- ABOUT THIS TASK
Below are some entries. Output each one exactly as it appears.

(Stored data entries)
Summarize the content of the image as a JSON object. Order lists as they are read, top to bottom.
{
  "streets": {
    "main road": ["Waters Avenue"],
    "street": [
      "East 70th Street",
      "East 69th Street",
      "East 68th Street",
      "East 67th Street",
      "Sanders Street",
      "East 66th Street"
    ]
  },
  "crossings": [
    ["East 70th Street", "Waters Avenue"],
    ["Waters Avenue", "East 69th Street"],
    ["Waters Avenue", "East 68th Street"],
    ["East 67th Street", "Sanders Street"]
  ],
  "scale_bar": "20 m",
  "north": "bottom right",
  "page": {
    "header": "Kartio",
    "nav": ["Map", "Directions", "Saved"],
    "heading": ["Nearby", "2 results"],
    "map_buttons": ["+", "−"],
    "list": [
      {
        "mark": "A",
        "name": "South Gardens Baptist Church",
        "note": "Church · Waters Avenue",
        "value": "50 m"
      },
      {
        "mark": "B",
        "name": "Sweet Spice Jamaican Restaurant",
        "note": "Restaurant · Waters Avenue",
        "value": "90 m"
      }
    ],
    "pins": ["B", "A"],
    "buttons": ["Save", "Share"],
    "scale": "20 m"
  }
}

- RESPONSE AREA
Summarize the content of the image as a JSON object. Order lists as they are read, top to bottom.
{
  "streets": {
    "main road": ["Waters Avenue"],
    "street": [
      "East 70th Street",
      "East 69th Street",
      "East 68th Street",
      "East 67th Street",
      "Sanders Street",
      "East 66th Street"
    ]
  },
  "crossings": [
    ["East 70th Street", "Waters Avenue"],
    ["Waters Avenue", "East 69th Street"],
    ["Waters Avenue", "East 68th Street"],
    ["East 67th Street", "Sanders Street"]
  ],
  "scale_bar": "20 m",
  "north": "bottom right",
  "page": {
    "header": "Kartio",
    "nav": ["Map", "Directions", "Saved"],
    "heading": ["Nearby", "2 results"],
    "map_buttons": ["+", "−"],
    "list": [
      {
        "mark": "A",
        "name": "South Gardens Baptist Church",
        "note": "Church · Waters Avenue",
        "value": "50 m"
      },
      {
        "mark": "B",
        "name": "Sweet Spice Jamaican Restaurant",
        "note": "Restaurant · Waters Avenue",
        "value": "90 m"
      }
    ],
    "pins": ["B", "A"],
    "buttons": ["Save", "Share"],
    "scale": "20 m"
  }
}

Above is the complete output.